#### [EXERCISE DETAILS]
Search the records for the string "relative" and return each line that has it.

#### [INPUT MATERIAL]
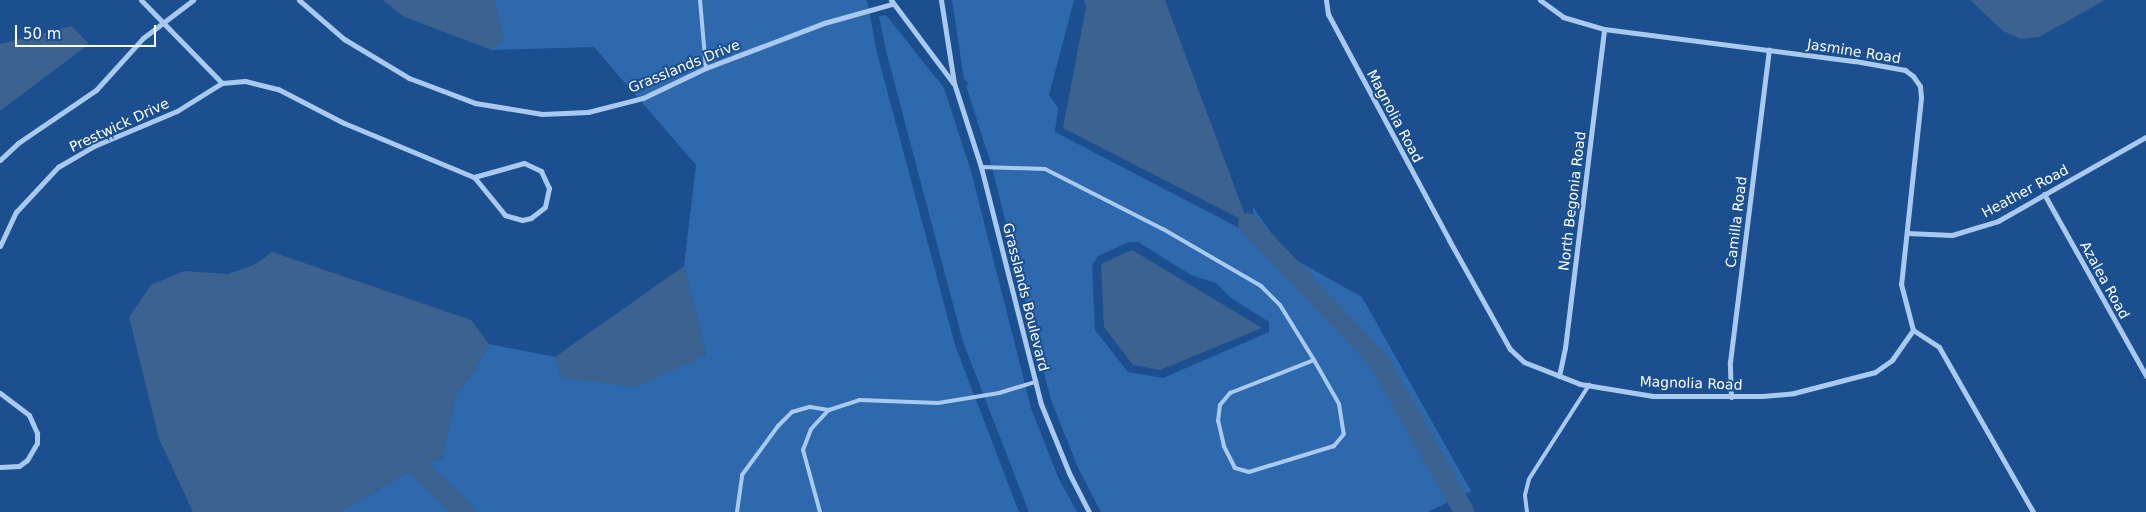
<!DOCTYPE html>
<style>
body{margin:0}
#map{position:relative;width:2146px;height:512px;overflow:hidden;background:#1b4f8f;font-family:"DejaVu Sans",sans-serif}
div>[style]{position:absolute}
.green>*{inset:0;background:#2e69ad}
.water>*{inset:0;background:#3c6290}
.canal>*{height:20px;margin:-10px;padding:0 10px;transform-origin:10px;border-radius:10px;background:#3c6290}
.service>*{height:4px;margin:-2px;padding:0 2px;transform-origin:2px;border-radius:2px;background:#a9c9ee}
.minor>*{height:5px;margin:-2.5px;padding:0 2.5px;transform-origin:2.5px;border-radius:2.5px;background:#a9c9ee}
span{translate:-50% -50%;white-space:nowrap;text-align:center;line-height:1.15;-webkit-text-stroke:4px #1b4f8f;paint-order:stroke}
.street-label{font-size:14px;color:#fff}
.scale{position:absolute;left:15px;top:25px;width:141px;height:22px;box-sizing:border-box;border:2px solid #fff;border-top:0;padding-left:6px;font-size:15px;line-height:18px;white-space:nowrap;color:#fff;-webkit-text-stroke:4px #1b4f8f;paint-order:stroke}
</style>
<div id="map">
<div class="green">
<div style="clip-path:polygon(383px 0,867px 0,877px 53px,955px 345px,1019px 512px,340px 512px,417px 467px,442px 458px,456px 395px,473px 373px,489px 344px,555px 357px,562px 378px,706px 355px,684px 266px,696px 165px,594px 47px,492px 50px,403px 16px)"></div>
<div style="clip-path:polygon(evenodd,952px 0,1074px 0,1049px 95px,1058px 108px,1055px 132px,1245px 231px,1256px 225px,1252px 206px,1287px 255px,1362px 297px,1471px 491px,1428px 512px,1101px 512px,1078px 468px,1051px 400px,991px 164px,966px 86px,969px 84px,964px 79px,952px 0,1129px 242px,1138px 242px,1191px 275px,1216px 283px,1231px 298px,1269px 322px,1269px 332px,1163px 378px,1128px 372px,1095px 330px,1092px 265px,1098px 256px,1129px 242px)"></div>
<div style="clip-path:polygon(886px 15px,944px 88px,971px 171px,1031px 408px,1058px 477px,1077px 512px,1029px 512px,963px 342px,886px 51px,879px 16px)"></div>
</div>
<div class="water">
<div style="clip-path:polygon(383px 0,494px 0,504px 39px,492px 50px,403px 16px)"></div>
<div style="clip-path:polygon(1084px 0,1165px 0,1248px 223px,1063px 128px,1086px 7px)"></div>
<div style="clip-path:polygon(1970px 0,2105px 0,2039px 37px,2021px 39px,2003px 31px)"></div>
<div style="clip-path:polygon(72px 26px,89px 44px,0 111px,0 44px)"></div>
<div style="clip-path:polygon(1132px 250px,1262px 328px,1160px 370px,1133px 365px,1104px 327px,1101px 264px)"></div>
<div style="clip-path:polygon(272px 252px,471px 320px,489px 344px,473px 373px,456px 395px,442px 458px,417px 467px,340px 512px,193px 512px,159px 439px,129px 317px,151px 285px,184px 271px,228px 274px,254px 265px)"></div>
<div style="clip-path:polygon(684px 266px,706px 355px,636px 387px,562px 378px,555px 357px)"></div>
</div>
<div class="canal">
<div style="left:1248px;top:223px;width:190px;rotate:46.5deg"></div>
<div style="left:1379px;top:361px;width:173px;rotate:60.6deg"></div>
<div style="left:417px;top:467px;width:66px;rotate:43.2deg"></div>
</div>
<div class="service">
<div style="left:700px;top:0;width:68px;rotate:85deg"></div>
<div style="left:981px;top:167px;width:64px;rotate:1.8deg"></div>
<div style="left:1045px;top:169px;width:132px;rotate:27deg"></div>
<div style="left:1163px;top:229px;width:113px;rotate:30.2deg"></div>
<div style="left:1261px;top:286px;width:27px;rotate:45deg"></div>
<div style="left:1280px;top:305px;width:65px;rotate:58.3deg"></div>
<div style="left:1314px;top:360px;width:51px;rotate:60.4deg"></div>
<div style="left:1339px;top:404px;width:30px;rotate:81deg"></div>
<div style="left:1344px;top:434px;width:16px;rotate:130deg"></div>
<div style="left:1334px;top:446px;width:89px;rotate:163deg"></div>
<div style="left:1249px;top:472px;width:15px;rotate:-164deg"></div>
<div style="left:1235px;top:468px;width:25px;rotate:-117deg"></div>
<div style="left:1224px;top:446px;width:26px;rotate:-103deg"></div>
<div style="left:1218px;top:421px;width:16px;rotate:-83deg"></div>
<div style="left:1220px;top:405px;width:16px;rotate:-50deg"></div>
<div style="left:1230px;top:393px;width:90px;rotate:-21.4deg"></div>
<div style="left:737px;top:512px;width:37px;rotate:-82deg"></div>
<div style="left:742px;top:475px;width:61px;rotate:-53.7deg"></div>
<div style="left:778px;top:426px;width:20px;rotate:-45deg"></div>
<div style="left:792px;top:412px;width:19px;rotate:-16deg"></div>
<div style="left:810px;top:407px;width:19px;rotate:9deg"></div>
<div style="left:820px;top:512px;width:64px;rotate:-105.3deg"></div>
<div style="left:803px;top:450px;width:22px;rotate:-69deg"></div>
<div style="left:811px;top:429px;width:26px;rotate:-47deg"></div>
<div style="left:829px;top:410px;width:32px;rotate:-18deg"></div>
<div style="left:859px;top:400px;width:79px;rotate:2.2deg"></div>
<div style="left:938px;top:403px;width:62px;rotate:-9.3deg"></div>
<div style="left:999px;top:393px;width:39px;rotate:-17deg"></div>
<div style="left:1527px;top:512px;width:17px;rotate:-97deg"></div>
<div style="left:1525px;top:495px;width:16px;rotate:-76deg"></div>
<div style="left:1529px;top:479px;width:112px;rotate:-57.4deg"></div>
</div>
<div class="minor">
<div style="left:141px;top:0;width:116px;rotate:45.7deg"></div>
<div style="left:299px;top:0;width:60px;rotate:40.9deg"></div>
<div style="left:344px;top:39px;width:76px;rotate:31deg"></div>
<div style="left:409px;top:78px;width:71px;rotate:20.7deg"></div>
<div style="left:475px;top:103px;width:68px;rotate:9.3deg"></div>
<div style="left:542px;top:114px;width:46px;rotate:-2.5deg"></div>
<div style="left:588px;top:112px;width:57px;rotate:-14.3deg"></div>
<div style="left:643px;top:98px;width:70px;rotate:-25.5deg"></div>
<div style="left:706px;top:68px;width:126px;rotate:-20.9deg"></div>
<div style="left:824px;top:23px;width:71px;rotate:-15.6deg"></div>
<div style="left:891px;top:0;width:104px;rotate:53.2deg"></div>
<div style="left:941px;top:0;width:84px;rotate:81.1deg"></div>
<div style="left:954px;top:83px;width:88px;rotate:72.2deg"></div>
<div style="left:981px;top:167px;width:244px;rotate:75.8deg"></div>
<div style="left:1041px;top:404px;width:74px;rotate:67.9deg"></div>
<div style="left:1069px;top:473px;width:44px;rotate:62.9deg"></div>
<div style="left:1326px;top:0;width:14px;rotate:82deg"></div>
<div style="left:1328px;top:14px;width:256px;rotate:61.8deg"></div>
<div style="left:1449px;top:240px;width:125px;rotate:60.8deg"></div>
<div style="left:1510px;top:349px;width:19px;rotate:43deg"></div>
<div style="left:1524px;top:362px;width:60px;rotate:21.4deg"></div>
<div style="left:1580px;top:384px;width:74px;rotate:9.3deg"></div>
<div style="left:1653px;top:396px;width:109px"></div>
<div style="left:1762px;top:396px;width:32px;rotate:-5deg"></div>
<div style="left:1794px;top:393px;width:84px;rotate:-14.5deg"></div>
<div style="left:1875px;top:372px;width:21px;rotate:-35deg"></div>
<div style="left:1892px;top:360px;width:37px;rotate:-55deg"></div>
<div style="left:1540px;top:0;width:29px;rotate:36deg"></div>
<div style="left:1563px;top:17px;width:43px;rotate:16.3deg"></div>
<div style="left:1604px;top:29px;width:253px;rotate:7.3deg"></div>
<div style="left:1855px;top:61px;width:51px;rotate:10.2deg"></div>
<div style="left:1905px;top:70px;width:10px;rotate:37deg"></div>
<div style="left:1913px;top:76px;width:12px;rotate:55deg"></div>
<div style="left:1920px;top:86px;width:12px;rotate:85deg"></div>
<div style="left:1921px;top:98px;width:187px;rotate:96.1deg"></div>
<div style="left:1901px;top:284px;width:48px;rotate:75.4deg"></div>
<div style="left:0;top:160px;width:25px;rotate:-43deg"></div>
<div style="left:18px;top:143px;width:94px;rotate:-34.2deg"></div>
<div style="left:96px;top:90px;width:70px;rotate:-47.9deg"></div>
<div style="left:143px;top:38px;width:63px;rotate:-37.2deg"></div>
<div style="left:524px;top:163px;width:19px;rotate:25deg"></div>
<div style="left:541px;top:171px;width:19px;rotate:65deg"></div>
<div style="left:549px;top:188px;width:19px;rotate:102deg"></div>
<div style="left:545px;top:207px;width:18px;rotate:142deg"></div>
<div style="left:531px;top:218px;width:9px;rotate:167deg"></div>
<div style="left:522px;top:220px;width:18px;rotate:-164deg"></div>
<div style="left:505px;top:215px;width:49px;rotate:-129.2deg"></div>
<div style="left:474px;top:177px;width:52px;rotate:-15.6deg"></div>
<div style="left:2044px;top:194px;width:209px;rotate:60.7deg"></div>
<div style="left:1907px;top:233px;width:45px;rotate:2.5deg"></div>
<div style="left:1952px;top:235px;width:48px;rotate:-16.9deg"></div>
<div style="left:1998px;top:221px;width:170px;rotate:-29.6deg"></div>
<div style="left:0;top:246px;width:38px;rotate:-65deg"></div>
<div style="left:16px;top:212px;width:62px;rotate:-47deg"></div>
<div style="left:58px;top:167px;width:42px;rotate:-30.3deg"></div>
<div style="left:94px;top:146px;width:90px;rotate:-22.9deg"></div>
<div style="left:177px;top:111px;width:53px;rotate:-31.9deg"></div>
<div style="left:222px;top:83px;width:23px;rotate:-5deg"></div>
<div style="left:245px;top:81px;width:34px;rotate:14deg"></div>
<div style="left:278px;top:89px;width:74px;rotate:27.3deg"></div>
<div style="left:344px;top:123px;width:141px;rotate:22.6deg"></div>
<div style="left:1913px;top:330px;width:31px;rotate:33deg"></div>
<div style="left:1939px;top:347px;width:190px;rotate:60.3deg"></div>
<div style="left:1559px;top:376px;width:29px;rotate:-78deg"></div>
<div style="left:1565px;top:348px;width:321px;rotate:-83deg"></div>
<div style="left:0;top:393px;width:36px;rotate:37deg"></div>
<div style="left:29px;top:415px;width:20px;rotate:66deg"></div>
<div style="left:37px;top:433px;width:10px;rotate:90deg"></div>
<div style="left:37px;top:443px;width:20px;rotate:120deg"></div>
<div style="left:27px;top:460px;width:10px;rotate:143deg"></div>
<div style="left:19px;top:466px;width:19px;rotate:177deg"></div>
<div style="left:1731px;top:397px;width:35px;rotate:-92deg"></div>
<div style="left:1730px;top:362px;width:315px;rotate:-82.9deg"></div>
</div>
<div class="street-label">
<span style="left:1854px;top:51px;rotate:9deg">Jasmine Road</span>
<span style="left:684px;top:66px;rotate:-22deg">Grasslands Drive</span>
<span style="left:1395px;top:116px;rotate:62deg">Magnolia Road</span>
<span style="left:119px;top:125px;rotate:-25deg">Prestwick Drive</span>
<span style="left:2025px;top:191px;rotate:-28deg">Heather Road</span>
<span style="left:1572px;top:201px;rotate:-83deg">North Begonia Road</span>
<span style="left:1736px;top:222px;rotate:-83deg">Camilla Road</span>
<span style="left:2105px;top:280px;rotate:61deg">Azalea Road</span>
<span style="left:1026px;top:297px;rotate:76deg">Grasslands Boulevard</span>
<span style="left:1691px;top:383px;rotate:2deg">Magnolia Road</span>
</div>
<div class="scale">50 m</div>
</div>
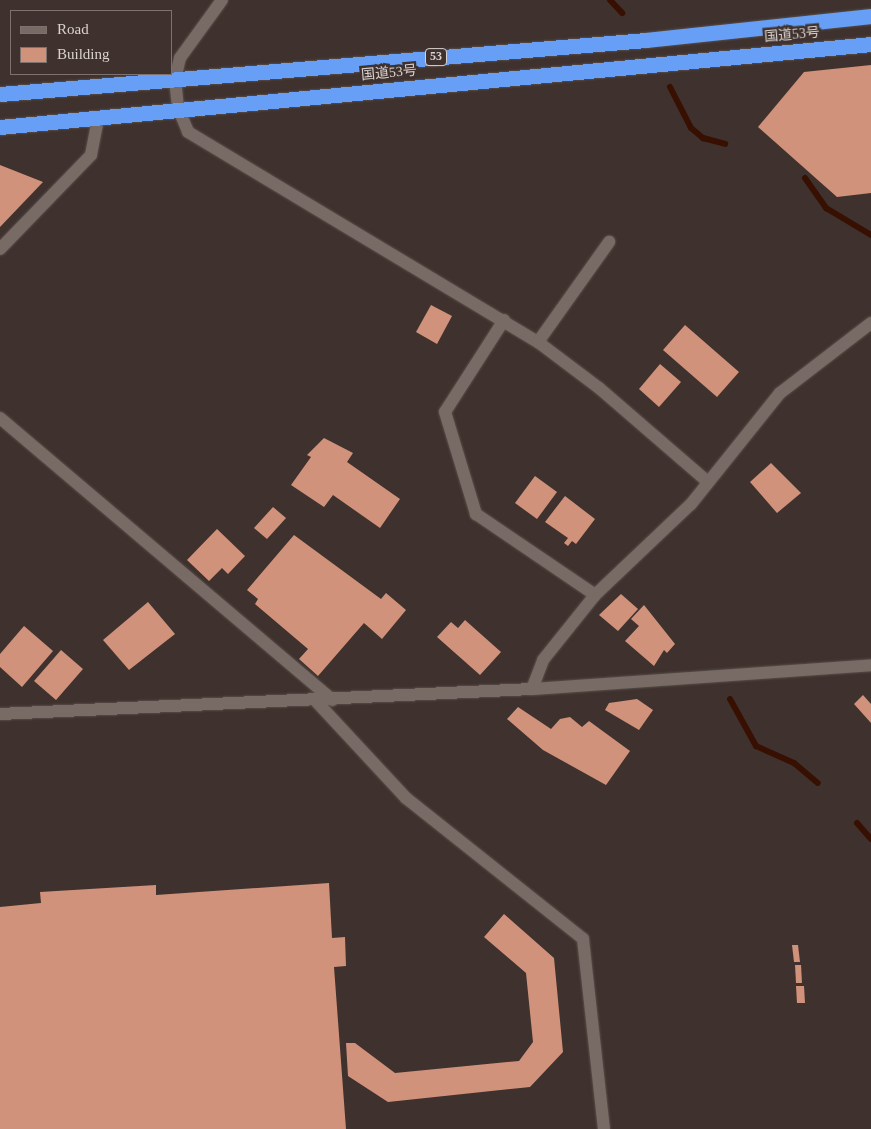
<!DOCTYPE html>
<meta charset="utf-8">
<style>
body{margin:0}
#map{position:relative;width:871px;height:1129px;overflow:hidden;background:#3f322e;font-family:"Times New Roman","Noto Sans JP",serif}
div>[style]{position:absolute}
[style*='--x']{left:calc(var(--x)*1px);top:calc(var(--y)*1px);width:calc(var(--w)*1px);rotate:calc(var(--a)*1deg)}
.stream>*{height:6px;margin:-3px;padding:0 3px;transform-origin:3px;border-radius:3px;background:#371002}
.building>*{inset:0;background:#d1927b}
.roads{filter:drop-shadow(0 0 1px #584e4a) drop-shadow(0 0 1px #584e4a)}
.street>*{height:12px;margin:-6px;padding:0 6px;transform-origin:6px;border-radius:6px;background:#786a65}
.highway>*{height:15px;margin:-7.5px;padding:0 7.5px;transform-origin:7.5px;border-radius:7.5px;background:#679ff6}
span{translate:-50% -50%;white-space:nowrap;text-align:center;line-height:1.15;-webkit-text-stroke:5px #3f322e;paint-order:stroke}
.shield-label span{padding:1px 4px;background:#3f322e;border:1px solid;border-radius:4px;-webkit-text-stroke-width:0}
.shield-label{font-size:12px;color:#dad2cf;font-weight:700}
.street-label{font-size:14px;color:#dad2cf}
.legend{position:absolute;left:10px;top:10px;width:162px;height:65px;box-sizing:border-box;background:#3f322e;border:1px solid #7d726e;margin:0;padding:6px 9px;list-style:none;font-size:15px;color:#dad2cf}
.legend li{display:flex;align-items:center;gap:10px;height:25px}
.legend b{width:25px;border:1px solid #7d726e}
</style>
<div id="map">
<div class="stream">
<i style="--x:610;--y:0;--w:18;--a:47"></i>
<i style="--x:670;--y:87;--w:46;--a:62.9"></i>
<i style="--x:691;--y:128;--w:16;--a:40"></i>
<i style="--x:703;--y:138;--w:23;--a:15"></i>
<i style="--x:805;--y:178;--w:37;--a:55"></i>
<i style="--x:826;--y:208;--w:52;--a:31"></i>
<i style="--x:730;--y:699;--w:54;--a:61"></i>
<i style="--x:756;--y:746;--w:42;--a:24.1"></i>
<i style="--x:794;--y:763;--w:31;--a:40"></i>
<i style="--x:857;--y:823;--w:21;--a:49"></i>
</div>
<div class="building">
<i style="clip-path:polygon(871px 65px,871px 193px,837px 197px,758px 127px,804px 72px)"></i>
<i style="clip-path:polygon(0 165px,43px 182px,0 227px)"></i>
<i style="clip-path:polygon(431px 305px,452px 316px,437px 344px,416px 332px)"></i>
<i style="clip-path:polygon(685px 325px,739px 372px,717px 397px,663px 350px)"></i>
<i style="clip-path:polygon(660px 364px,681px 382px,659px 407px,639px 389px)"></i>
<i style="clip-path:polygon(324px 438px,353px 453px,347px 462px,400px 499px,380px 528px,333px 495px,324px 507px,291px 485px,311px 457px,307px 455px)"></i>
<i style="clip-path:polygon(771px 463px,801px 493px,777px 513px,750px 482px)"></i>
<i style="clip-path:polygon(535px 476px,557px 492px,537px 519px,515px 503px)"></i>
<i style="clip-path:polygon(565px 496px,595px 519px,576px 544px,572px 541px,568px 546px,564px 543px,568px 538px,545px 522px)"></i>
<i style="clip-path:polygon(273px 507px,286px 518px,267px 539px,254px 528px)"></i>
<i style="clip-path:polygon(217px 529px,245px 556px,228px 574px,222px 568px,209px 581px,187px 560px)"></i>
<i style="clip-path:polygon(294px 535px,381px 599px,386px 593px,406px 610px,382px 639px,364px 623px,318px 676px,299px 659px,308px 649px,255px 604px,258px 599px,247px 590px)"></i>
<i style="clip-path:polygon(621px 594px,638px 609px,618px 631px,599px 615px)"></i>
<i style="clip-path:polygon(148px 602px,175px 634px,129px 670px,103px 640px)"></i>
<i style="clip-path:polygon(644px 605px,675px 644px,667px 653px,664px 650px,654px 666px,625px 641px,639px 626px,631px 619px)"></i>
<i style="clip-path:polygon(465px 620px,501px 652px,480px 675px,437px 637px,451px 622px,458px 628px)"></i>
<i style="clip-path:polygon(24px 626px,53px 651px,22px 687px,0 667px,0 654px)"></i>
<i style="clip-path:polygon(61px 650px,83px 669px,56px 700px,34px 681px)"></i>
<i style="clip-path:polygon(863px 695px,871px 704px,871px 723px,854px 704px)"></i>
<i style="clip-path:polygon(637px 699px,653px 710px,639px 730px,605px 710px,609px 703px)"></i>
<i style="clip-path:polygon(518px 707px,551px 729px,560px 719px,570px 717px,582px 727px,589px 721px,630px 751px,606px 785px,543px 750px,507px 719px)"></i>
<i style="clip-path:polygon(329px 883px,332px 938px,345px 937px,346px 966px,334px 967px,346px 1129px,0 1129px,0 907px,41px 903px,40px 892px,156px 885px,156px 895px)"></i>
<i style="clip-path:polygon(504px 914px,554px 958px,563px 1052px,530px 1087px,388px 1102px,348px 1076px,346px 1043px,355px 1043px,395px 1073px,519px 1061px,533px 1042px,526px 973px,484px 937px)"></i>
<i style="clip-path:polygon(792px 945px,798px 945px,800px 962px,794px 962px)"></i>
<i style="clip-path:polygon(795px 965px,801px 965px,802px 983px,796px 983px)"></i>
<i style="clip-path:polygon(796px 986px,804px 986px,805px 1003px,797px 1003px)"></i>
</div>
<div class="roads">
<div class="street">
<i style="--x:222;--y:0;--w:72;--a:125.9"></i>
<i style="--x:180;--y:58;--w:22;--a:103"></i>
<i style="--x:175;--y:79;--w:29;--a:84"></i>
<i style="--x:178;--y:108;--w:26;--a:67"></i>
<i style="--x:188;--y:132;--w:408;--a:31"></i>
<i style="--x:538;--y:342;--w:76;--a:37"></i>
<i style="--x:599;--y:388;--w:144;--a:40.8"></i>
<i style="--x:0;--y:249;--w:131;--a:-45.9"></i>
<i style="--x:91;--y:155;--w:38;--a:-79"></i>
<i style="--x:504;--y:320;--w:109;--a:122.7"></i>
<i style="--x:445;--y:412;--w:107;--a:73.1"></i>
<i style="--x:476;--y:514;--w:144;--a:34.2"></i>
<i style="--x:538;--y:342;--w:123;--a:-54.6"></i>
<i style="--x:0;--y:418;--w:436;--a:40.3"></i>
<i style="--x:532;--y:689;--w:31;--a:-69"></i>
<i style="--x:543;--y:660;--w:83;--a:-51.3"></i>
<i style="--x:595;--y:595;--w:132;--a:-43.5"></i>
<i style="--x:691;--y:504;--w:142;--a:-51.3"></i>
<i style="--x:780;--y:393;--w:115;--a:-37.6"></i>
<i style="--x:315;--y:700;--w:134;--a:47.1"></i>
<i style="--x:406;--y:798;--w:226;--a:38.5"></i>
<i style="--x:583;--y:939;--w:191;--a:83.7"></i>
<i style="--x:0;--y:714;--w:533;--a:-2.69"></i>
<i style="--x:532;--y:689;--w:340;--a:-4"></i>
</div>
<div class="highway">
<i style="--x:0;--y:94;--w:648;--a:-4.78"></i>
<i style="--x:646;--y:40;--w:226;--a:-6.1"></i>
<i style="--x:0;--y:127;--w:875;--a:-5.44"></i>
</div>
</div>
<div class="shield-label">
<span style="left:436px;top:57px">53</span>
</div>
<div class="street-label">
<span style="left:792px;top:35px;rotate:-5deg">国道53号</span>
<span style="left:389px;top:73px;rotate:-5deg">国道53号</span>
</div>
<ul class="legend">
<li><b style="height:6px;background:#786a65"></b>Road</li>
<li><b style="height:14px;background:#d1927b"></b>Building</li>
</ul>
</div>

#### [SOLUTION TO THE EXERCISE]
#map{position:relative;width:2146px;height:512px;overflow:hidden;background:#1b4f8f;font-family:"DejaVu Sans",sans-serif}
#map{position:relative;width:871px;height:1129px;overflow:hidden;background:#3f322e;font-family:"Times New Roman","Noto Sans JP",serif}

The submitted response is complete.